《江格尔》所表现的英雄主义及其文化根源
宝音达
《民族文学研究》 2007年第01期
内容提要:《江格尔》的主要故事情节是征战,在《江格尔》的每个故事情节、英雄们的每个言谈举止中充分表现了英雄主义精神;这种英雄主义的根源来自蒙古族传统的历史文化;《江格尔》的英雄主义表现在对力量的崇拜与对英雄的赞扬,勇士们对战争的热衷与视死如归的生命态度,英雄对君主和宝木巴国的忠诚等三个方面。
关键词:江格尔 英雄主义 游牧文化 民族性格
作者单位:新疆师范大学人文学院
一、英雄主义、游牧文化与《江格尔》产生的文化背景
《江格尔》是卫拉特蒙古人创作并流传下来的著名英雄史诗,以其丰富的社会、历史、文化内容,在蒙古族文学史、社会发展史、思想史、文化史上占有重要地位,是当之无愧的蒙古民族文化的瑰宝。《江格尔》通篇闪耀着英雄主义精神,江格尔与他的诸英雄为了自由和荣誉不惜性命跟敌人搏斗,战胜凶残的敌人,保卫阿日本巴国的安宁。在《江格尔》的每个故事情节、英雄们的每个言谈举止中充分表现了英雄主义精神。这种英雄主义精神的文化根源来自于蒙古族游牧文化。草原民族对英雄的崇拜,有其深远的历史文化传统,这种崇尚英雄的文化传统像一种无形的力量,为草原民族孕育出一代又一代英雄人物,为草原民族锻造出不畏艰险、不畏强暴、英勇好斗的民族性格。蒙古族游牧文化传统中蕴涵的英雄主义精神艺术地再现于《江格尔》里,塑造了江格尔、洪格尔等各具特色的英雄形象。

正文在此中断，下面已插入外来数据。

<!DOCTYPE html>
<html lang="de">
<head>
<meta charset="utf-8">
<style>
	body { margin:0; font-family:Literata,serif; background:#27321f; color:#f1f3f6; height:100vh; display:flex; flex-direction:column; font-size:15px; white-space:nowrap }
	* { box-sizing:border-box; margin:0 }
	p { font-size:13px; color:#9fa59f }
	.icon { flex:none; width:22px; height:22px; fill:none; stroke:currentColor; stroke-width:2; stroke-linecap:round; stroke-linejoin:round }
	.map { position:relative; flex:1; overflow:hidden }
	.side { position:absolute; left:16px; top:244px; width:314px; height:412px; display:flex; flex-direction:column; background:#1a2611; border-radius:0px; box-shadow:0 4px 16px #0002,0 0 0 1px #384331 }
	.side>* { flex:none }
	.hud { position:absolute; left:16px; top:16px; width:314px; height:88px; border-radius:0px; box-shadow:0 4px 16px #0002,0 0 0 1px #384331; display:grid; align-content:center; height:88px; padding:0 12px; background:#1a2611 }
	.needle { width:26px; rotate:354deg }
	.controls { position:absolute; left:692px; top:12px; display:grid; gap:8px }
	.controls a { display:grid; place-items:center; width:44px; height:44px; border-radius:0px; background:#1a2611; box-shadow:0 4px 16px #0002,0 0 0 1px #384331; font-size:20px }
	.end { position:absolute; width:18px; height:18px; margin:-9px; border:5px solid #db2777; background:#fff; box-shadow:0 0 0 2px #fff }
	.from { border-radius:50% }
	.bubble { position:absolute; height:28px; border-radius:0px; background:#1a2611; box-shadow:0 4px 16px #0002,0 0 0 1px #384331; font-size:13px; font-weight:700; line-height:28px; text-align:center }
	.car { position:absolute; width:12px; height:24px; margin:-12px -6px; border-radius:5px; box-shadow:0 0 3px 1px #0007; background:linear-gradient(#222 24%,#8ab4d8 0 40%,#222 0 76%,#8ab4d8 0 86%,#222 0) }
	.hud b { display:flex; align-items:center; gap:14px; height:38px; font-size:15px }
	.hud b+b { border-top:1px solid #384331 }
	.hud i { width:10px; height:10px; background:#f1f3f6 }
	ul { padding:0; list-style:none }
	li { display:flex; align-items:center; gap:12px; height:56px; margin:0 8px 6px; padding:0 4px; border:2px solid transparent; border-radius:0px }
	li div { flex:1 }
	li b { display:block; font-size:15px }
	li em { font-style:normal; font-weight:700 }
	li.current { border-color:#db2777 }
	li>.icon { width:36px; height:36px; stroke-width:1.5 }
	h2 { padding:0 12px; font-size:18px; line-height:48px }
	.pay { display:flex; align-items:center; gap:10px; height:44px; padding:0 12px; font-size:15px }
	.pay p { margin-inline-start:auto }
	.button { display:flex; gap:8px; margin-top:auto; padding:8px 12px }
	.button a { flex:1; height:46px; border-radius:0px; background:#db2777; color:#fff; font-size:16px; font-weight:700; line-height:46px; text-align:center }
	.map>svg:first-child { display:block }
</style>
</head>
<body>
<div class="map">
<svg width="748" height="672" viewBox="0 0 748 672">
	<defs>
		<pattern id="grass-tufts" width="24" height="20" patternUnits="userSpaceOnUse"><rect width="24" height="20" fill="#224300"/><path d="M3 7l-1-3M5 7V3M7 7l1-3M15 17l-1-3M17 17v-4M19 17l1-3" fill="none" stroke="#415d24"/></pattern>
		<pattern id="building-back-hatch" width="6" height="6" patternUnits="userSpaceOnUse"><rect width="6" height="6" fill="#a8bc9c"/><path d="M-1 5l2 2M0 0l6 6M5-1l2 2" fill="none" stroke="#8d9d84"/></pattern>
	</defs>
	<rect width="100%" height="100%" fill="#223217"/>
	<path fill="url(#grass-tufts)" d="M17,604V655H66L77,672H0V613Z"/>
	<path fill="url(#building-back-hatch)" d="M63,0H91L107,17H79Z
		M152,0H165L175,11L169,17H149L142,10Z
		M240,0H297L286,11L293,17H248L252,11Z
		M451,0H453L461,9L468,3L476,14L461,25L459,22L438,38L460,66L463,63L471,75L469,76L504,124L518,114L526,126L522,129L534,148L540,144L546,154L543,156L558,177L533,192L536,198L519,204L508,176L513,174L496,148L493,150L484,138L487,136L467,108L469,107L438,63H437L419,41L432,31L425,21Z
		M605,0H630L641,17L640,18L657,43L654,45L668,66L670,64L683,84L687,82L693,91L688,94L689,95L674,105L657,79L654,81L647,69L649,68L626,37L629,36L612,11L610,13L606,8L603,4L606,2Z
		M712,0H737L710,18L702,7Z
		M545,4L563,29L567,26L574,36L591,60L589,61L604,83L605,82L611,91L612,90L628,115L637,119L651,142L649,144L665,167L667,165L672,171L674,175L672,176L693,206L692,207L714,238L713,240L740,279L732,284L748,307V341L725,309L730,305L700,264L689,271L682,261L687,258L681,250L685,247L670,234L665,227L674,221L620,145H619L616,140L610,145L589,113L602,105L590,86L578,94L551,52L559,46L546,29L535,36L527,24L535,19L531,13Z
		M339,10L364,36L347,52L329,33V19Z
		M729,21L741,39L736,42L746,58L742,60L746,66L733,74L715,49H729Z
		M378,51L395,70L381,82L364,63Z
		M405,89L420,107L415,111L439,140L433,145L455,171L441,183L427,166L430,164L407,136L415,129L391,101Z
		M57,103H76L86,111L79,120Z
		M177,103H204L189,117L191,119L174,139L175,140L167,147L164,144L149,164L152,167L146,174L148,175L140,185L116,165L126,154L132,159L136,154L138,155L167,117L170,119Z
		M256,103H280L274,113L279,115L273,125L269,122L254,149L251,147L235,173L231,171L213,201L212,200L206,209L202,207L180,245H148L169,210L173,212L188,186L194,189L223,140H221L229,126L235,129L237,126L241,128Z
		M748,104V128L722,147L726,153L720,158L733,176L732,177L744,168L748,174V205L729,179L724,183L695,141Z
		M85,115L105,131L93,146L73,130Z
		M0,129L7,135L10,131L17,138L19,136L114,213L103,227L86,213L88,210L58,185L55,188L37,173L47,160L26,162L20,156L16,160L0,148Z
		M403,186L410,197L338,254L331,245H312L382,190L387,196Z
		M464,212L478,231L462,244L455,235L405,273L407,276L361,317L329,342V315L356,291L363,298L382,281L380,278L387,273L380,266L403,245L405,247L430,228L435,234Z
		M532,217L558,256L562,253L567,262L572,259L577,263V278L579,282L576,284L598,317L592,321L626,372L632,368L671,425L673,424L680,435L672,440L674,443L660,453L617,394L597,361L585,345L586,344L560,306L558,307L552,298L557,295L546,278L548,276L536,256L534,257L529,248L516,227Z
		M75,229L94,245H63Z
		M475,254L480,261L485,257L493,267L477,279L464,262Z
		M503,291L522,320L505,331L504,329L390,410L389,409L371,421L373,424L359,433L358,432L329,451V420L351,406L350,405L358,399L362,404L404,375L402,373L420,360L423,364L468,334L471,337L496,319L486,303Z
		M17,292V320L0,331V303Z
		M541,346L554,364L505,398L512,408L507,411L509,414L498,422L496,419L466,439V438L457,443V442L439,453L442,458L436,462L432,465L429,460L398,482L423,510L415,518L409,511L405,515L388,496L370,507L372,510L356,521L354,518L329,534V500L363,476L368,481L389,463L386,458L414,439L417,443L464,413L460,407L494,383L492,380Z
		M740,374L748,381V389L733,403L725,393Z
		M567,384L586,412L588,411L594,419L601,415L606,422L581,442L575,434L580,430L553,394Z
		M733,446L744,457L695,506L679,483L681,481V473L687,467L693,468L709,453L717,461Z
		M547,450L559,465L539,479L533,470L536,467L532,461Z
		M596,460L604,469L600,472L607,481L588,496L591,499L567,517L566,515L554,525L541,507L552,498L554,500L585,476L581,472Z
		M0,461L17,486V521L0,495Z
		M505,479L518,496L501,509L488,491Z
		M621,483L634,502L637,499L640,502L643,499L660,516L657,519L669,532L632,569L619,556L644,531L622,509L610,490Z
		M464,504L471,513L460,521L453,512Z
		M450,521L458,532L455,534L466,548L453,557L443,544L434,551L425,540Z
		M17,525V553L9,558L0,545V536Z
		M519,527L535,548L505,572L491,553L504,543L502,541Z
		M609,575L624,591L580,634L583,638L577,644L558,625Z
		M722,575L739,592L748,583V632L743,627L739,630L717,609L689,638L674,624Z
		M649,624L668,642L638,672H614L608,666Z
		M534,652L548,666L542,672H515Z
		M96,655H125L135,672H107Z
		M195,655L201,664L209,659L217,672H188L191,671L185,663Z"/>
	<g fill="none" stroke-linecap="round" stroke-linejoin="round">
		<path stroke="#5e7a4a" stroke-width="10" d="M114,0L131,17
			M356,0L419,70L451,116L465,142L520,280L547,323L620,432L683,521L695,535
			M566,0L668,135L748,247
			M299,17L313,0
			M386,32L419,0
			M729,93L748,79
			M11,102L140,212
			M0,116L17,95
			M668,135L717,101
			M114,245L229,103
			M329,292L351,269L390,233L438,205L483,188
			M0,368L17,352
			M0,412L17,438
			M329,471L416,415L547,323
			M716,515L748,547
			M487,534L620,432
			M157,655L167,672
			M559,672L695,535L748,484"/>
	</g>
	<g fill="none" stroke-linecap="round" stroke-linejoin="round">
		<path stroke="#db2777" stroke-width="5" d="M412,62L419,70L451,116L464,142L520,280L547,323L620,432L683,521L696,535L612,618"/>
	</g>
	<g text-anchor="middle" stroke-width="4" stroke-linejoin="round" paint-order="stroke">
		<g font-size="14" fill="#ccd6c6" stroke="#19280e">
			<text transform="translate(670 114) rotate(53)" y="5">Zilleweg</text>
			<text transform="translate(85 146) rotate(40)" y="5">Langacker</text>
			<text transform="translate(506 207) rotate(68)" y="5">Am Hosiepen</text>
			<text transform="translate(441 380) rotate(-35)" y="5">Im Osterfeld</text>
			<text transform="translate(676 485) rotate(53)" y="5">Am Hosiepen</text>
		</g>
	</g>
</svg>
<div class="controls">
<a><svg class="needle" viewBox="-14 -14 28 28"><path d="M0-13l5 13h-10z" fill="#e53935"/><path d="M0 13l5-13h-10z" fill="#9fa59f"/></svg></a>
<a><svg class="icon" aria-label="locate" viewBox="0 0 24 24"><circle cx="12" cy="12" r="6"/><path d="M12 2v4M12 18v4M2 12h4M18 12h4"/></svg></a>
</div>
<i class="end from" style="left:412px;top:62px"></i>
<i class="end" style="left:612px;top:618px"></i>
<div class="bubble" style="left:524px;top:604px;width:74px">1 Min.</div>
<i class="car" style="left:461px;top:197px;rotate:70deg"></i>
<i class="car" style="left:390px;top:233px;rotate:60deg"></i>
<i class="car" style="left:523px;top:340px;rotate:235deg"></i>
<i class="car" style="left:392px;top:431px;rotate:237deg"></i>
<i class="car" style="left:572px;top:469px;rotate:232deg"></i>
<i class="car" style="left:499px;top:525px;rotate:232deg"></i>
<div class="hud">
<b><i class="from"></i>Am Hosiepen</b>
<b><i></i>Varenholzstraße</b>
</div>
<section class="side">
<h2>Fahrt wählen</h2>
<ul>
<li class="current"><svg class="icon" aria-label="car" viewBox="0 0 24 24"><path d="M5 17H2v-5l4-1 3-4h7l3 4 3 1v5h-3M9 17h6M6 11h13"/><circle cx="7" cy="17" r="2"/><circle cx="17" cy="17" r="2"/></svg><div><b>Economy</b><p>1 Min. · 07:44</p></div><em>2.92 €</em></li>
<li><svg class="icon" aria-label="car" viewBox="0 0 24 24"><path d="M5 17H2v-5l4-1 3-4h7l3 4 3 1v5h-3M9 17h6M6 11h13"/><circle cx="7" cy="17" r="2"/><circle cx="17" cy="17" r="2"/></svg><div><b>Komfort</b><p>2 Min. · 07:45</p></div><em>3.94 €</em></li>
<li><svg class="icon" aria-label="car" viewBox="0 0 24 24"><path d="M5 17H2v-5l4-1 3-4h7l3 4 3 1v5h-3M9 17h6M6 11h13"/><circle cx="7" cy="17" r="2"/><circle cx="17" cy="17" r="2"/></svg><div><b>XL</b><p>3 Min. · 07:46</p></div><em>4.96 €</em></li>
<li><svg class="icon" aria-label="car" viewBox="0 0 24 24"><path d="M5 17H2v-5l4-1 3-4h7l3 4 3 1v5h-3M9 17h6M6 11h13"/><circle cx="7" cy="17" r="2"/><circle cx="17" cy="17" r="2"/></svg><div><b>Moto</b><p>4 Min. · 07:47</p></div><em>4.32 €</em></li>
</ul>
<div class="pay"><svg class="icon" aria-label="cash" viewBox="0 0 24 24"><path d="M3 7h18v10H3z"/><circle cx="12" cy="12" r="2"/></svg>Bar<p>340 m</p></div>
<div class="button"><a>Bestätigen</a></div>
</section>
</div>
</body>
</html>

要阐明《江格尔》的英雄主义精神的根源,应从英雄史诗产生和发展的社会文化背景人手。由于蒙古族英雄史诗产生、发展、变异的历史过程十分漫长,文字记录的时间较晚,要弄清楚其产生的准确时间、地域、背景、形态等比较困难,对这个问题专家们的观点有很大出入,《江格尔》也是如此。但根据英雄史诗的内容、形式特征,根据蒙古族社会文化发展的历史进程,参照世界各民族英雄史诗产生的时代背景,我们大体上可以确定蒙古族英雄史诗产生的历史和文化背景。蒙古族英雄史诗大约产生于蒙古氏族社会晚期,封建社会初期。它是蒙古族文学为适应表现新兴游牧封建制贵族英雄的需要,民间说唱艺人将神话、传说的叙事传统和祝赞词、民歌的韵文传统结合起来而创造的一种新的文学体裁。《江格尔》产生时间也许更晚一些,因其是在汇集许多远古中短篇英雄史诗的基础上形成的。按照《江格尔》研究专家仁钦道尔吉的观点,“《江格尔》初具长篇英雄史诗(或并列复合型史诗)规模的时代,是在从早期四卫拉特联盟的建立到土尔扈忒部首领和鄂尔勒克率部西迁之前(15世纪中叶至17世纪上半叶)这200年之间。当然,在这部史诗中也难免出现一些这个时代之前和之后的内容。”虽说《江格尔》产生的时间较晚,但这并不说明《江格尔》的形成年代不符合英雄史诗产生和存在的普遍规律。由于《江格尔》是在以前的民间文学的基础上,经过几个世纪的发展与变更而成为现在这种状态,所以它包含了许多远古的东西。再说,某个历史时期的社会状态不能马上就反映到英雄史诗之类的民间文学作品里。即使《江格尔》产生于17世纪,但它所反映的思想内容并非完全是17世纪的。人类学家摩尔根说:“近代的种种制度实生根于野蛮阶段,而推其萌芽之始,则又在更早的蒙昧阶段。它们一脉相承,贯通各代,既有其逻辑上的前因后果,亦有其血统上的来龙去脉。”英雄史诗也是如此,它一方面反映产生和流传时期的社会状态,另一方面继承和保留远古时期的原始记忆。依照摩尔根的人类发展进程的三个阶段,即蒙昧状态、野蛮状态和文明状态和维柯的人类思维发展的三个阶段,即“神的时代、英雄的时代、人的时代”的论点,英雄史诗里所蕴涵的文化信息应属于前两个时代。我们关注《江格尔》产生的时代问题的目的并不在于考证其产生的具体年代,而是要阐明《江格尔》所呈现的英雄主义思想的历史文化背景。深入研究《江格尔》的整体思想内容和汇集学者们的论点可以了解到,《江格尔》在继承远古中短篇英雄史诗婚姻和征战两类题材和主题的同时,新增加了部落联盟的题材和主题,从而把远古中短篇史诗所反映的氏族与氏族、部落与部落之间的婚姻、征战斗争扩大到部落联盟,把塑造氏族、部落首领单个或几个英雄形象扩大到了塑造以江格尔、洪古尔为代表的部落联盟英雄群体,在更加广阔的历史背景上深刻地反映了蒙古氏族制度瓦解、封建制度确立的过程。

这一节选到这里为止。